Message non lude Yacoub » 09 Avr 2007, 11:19

Quant aux pieds-noirs, ils n'avaient rien d'algériens, ils étaient des envahisseurs français et des descendants d'envahisseurs (donc d'immigrants plus qu'illégaux) vivant en Algérie où ils exercaient un pouvoir tyrannique et totalitaire sur la population d'origine, qui se voyait opressée et persecutée sur sa propre terre ancestrale depuis près d'un siècle et demi. Les colonisateurs français ont voulu, en plus d'avoir volé l'Algérie, la maintenir par la force sous la domination d'une puissance étrangère alors même qu'on leur avait généreusement proposé de pouvoir y rester et y vivre en sécurité avec leurs familles.

Par conséquent la celèbre phrase "La valise ou le cerceuil" s'imposait et était plus que légitime, bon débaras. Au passage si les nombreux nostalgico-depressifs que compte encore cette communauté pouvaient arrêter de vomir leur haine anti-arabes dans les nombreux sites internet racistes qu'ils créaient chaque année ça serait sympa. Il faut absolument qu'ils comprennent que l'Algérie, c'est fini, OUT!

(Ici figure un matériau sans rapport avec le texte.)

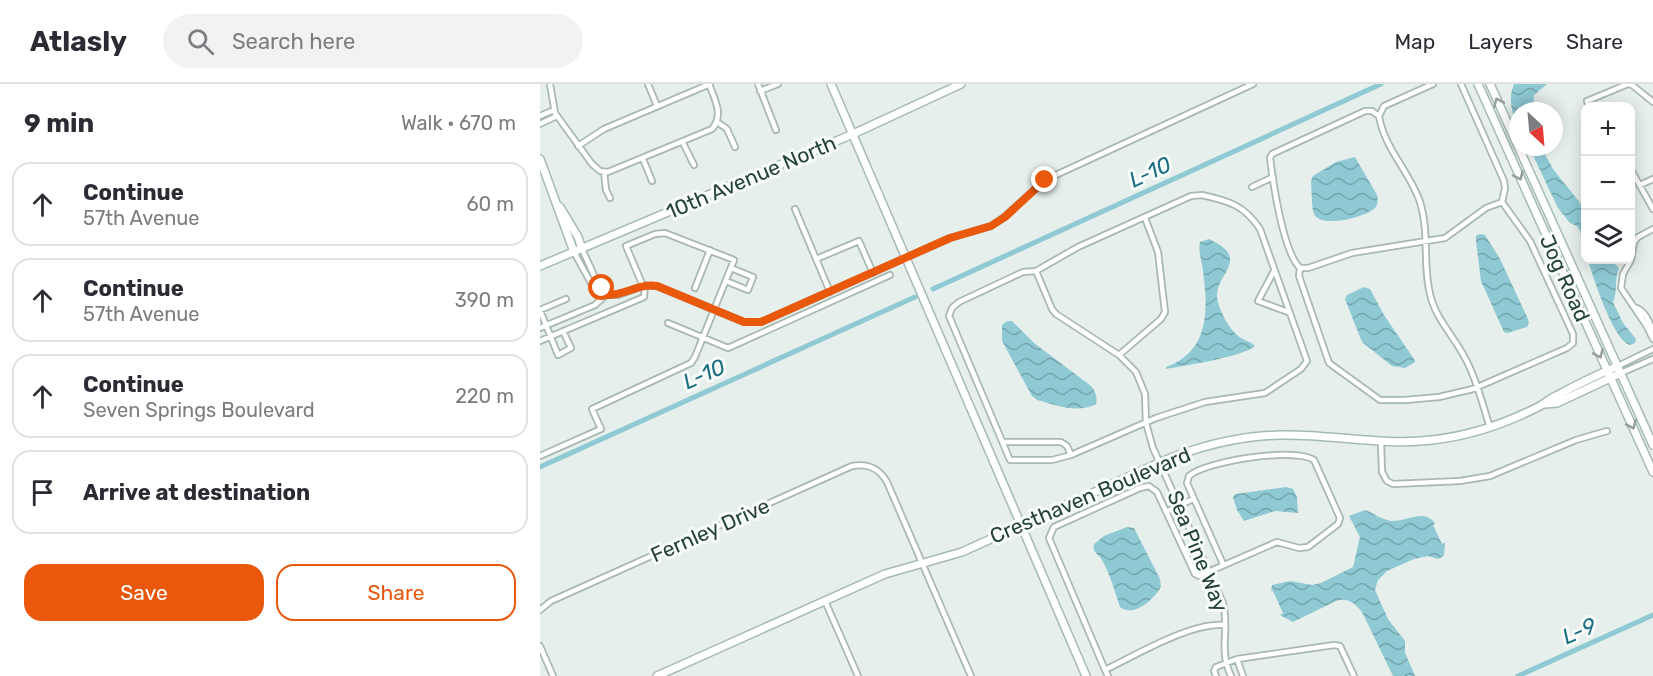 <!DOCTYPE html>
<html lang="en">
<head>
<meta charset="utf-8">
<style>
  body { margin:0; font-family:Rubik,sans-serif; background:#f2f2f3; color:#2b2b33 }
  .controls { position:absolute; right:18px; top:18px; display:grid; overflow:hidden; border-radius:12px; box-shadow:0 3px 15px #0003 }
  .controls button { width:54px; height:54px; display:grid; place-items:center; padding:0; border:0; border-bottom:2px solid #e1e1e2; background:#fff; color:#2b2b33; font:30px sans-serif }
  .compass { position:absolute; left:969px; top:18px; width:54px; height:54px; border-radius:50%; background:#fff; box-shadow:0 3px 15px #0003; rotate:154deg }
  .stop { position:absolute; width:18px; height:18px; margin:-14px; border:4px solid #ea580c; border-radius:50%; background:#fff }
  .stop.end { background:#ea580c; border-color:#fff; box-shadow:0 2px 6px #0008 }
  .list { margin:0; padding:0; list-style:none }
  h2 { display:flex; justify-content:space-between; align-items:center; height:78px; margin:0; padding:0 24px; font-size:26px }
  h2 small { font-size:20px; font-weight:400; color:#7c7c81 }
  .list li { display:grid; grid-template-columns:39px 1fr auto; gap:18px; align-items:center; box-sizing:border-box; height:84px; margin:0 12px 12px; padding:0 12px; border:2px solid #e1e1e2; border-radius:18px }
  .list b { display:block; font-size:22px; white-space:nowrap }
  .list p { margin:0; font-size:20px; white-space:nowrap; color:#7c7c81 }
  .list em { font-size:20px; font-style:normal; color:#7c7c81 }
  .actions { display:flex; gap:12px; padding:18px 24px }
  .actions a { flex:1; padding:14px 0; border:2px solid #ea580c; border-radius:18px; text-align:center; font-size:21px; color:#ea580c }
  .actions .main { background:#ea580c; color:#fff }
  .icon { flex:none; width:33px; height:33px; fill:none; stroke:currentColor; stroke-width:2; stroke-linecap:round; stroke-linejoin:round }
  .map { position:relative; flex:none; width:1113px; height:592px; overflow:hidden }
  header { display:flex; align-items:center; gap:36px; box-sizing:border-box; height:84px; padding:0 30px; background:#fff; border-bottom:2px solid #e1e1e2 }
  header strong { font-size:28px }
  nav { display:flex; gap:33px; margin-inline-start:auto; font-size:21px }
  .search { width:420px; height:54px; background:#f2f2f3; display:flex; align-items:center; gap:15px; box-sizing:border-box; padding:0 21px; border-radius:33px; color:#7c7c81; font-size:22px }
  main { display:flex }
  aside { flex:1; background:#fff }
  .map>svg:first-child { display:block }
  .water { fill:url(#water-waves) }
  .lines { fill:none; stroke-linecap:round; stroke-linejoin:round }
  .canal { stroke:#8ec9d4; stroke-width:5 }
  .street-casing { stroke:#a8b8b2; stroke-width:8 }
  .secondary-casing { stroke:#a4bbb3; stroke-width:10 }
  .street { stroke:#fff; stroke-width:4.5 }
  .secondary { stroke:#fff; stroke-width:7 }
  .oneway { stroke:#92a09c }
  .route { stroke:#ea580c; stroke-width:8 }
  .labels { text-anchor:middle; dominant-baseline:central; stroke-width:6; stroke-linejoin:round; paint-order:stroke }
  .street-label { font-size:21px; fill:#24423a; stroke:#f7fbf9 }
  .water-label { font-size:22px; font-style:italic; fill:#1c6f80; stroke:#f7fbf9 }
</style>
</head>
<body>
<header>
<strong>Atlasly</strong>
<div class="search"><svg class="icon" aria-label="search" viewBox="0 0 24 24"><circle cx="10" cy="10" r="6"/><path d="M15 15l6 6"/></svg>Search here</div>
<nav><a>Map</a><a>Layers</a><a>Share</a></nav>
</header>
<main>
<aside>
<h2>9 min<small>Walk · 670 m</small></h2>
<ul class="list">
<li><svg class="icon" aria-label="ahead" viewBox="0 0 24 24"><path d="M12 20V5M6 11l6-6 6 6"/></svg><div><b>Continue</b><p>57th Avenue</p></div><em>60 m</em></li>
<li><svg class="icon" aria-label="ahead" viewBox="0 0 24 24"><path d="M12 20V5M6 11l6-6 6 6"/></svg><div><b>Continue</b><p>57th Avenue</p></div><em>390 m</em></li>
<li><svg class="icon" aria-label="ahead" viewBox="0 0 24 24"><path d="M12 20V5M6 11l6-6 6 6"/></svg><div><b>Continue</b><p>Seven Springs Boulevard</p></div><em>220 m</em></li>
<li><svg class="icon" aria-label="arrive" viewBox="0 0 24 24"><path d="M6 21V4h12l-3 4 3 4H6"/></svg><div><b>Arrive at destination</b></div></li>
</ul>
<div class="actions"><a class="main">Save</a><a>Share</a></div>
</aside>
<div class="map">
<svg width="1113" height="592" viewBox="0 0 1113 592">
  <defs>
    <pattern id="water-waves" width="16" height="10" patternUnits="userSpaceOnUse" patternTransform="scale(1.5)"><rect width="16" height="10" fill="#8ec9d4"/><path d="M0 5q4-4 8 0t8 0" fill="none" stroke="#74a5ad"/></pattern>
  </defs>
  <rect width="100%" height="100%" fill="#e6efeb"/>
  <path class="water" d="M 974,0 L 1007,0 L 994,11 L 993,27 L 978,27 L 978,42 C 971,28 968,14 974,0 Z
    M 989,63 L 1001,63 L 1013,85 L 1045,125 L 1045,167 L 1040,147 L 1037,142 L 1030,139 L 1018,124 Z
    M 815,73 L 837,111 C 838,116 838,120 835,124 C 826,133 781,145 774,130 C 771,121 772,107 771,97 L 773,92 L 796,78 Z
    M 940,150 L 945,151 L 960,175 L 988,235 L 989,239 L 987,243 L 967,249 L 964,248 L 941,197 L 936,157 L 936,152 Z
    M 669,155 C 712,175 676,189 677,213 C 678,224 688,243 696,250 C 701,256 710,257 715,262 C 705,272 644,282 626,285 L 626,283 C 670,267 668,226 663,187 C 662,177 658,168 660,158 Z
    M 1048,176 L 1071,176 L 1079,184 C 1074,196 1078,207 1073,218 L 1083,239 L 1096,255 L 1095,259 L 1090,261 C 1073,256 1053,193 1048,176 Z
    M 824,203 L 830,205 L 844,231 L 874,275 L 875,278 L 865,284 L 852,282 L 822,258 L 805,215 L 807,211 Z
    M 467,237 L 472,237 L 494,259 L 551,302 C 555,307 558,313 556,320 C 537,330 516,321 497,316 L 492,312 L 462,257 L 462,241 Z
    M 746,403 L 753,405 L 757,413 L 758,429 L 735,427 L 704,437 L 697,426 L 693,413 L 695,410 Z
    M 825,426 C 834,429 840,435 851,437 C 867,438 883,424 895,439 L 893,441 L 902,460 L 905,459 L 904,472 L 898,475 L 888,472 L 874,475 L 847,487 L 838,496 L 835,506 L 848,535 L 865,557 L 865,569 L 875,592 L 853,592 L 823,530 C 817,520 807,513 796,517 L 753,538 L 740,531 L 743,529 L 733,507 L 731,507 L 732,501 L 750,497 L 772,501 L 781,499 L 813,483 L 820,453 L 809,432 Z
    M 587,443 L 594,444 L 620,495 L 621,503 C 614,515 594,534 580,523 C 575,508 570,490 562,476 C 558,469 552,469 554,460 L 564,452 Z"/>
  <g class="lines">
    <path class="canal" d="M 393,205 L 841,0
      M 0,383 L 375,213
      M 978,592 L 1113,531"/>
    <defs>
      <path id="street" d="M 10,0 L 15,29 L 52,80 L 60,87 L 68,88 L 172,45 C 184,31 175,16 169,0
        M 108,0 L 117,22
        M 218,0 L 236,46
        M 1089,0 L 1092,1 L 1113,18
        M 220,7 L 238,0
        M 1049,22 L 1047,17 L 1088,0
        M 0,32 L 14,26
        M 839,32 C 844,64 870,88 880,118 C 890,150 882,183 891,214 C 897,236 915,254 925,274 C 937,295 942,320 950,343
        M 839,32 L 844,22 L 893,0
        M 177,38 L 187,45 L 195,63
        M 0,40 L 17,32
        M 143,59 L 154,81
        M 38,62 L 64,45 L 170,0
        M 103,75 L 112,97
        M 1090,84 L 1113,125
        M 64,88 L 66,106 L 70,114
        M 1100,101 L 1113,95
        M 712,103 L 733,93
        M 662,111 C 689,117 704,121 720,145 L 767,277 L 761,285 L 725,309 L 665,318 L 616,334 L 531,371 L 512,376 L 470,376 L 409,232 L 412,224 L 419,218 L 483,188 L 496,187 L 538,163 L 651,112 Z
        M 255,125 L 290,208
        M 1113,145 L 1098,153 L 1094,158 L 1091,176 L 1083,190 L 1081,204 L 1106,241 L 1113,255
        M 42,165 L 57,198 L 65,207 L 66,211
        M 34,168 L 52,201 L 62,211 L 78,211 L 103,202 L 117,202 L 204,238 L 221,238 L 410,154 L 451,142 L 464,133 L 505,96 L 713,0
        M 276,175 L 319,157 L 333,189
        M 760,184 L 759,192 L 789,279 L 840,316 L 865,316 L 899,313 L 933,305 L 1027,264 L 1033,259 L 1033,250 L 990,157 L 962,118
        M 760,184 L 768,184 L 812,169 L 905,154 L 946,124 L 962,118 L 965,104 L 964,97 L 921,0
        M 760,184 C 743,168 733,98 730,74 L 732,70 L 825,27 L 832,27 L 839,32
        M 496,187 L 512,225 L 516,230 L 579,271 L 596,288 L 605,310 L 606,339 L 613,364 L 683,519 C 690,546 678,564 691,592
        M 734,187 L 718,217 L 748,228
        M 186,197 L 208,206 L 213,193 L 191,184
        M 155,204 L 170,166
        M 1094,223 C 1105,226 1109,237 1113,247
        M 0,226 L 18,271 L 31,264 L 23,247
        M 0,226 L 26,215
        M 128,239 L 188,264 L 350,191
        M 0,244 L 55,221 L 66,211
        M 0,257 L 104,213 L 105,201
        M 579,271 L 621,235 L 625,228 L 618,168 L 605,134
        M 1078,282 L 1113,265
        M 1081,289 L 1113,275
        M 463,358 L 521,358 L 527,362 L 531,371
        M 841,359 L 842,388 L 847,397 L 853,400 L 920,397 L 950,392 L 1036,356 L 1067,347
        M 0,372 L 61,345 L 52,325 L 151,279 L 155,273 L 194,176 L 125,149 L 115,150 L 86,162 L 103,202
        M 626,428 L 653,415
        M 285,517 L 318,592
        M 0,526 L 11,517 L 312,382 C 328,379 339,384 347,398 L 431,592
        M 0,562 L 13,592
        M 697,575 L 703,592
        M 565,586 L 509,454 L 514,443 L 600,404 L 609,402 L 617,408 L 655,490 L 659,492 L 737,458 L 759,464 L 768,463 L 798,440 L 800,434 L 774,376 C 756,363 665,377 649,392 L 647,399 L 683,480
        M 568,592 L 565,586 C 596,571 651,538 685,541
        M 676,592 L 674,587 L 676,583 L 697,575 L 794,561 L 800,562 L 814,592"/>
      <path id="secondary" d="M 291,0 L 546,592
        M 938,0 L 1113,388
        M 950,0 L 1113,361
        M 0,75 L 34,168
        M 20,123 L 38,153 L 42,165
        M 0,182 L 313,50 L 421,0
        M 1005,320 L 1017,319 L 1081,289
        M 117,592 L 345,490 L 422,468 L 621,378 C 659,362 699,352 741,351 C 792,350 841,362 892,356 C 929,352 967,339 1000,322 C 1006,319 1010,314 1016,312 C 1036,301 1057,291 1078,282"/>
    </defs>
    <use href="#street" class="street-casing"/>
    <use href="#secondary" class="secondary-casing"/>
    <use href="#street" class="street"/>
    <use href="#secondary" class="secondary"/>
  </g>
  <defs><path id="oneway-chevron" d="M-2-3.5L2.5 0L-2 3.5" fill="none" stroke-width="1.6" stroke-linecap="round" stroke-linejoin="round" transform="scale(1.5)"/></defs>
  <g class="oneway">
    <use href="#oneway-chevron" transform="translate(958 18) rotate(-114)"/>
    <use href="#oneway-chevron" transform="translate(979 92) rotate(66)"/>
    <use href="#oneway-chevron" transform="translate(1059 270) rotate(66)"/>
    <use href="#oneway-chevron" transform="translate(1092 341) rotate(66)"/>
  </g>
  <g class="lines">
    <path class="route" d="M 62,204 L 66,211 C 84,212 99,199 117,202 L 204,238 L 221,238 L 410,154 L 451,142 L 465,133 L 505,96"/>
  </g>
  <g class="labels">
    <g class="street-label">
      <text transform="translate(211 93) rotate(-23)">10th Avenue North</text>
      <text transform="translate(1025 194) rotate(66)">Jog Road</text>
      <text transform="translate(550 411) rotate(-23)">Cresthaven Boulevard</text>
      <text transform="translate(170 446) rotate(-24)">Fernley Drive</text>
      <text transform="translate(658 467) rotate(68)">Sea Pine Way</text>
    </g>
    <g class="water-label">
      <text transform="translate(610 88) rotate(-25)">L-10</text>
      <text transform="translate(164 290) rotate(-24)">L-10</text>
      <text transform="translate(1039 547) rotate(-24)">L-9</text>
    </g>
  </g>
</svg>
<div class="controls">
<button>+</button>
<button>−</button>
<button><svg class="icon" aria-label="layers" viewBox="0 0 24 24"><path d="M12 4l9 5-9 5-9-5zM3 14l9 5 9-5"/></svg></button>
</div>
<svg class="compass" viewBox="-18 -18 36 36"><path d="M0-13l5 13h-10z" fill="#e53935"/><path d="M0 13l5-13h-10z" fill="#7c7c81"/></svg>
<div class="stop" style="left:62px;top:204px"></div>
<div class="stop end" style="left:505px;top:96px"></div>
</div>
</main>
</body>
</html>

Rien lu de plus raciste sur ce site.

A cette aune, tous les français d'origine maghrébine n'ont rien de ....français. :shock:

Les juifs en Afrique du Nord étaient là bien avant l'invasion arabe qui nous a amené et imposé ce terrible fléau l'islam.

Tu n'as qu'à ouvrir, Mars, "l'histoire des berberes" ou "les prolegomenes" de Ibn Khaldoun pour savoir que les berbéres se sont révoltés plusieurs fois.

Dire que les kabyles sont tous musulmans est un mensonge éhonté.

Il y a des chrétiens, des athées, des agnostiques, des juifs.

La France, que tu le veuilles ou non, a apporté la civilisation en Afrique du Nord.
Avant elle, il n y avait même pas d'etat civil, pas de nom patronomiques, pas de véritable médecine, pas de scolarité sinon coranique où il s'agissait de mémoriser des versets barbares appelant à tuer tous ceux qui ne sont pas musulmans.

En revanche, il y avait des marchés d'esclaves, de la piraterie, des violences, de l'exploitation turque des algériens.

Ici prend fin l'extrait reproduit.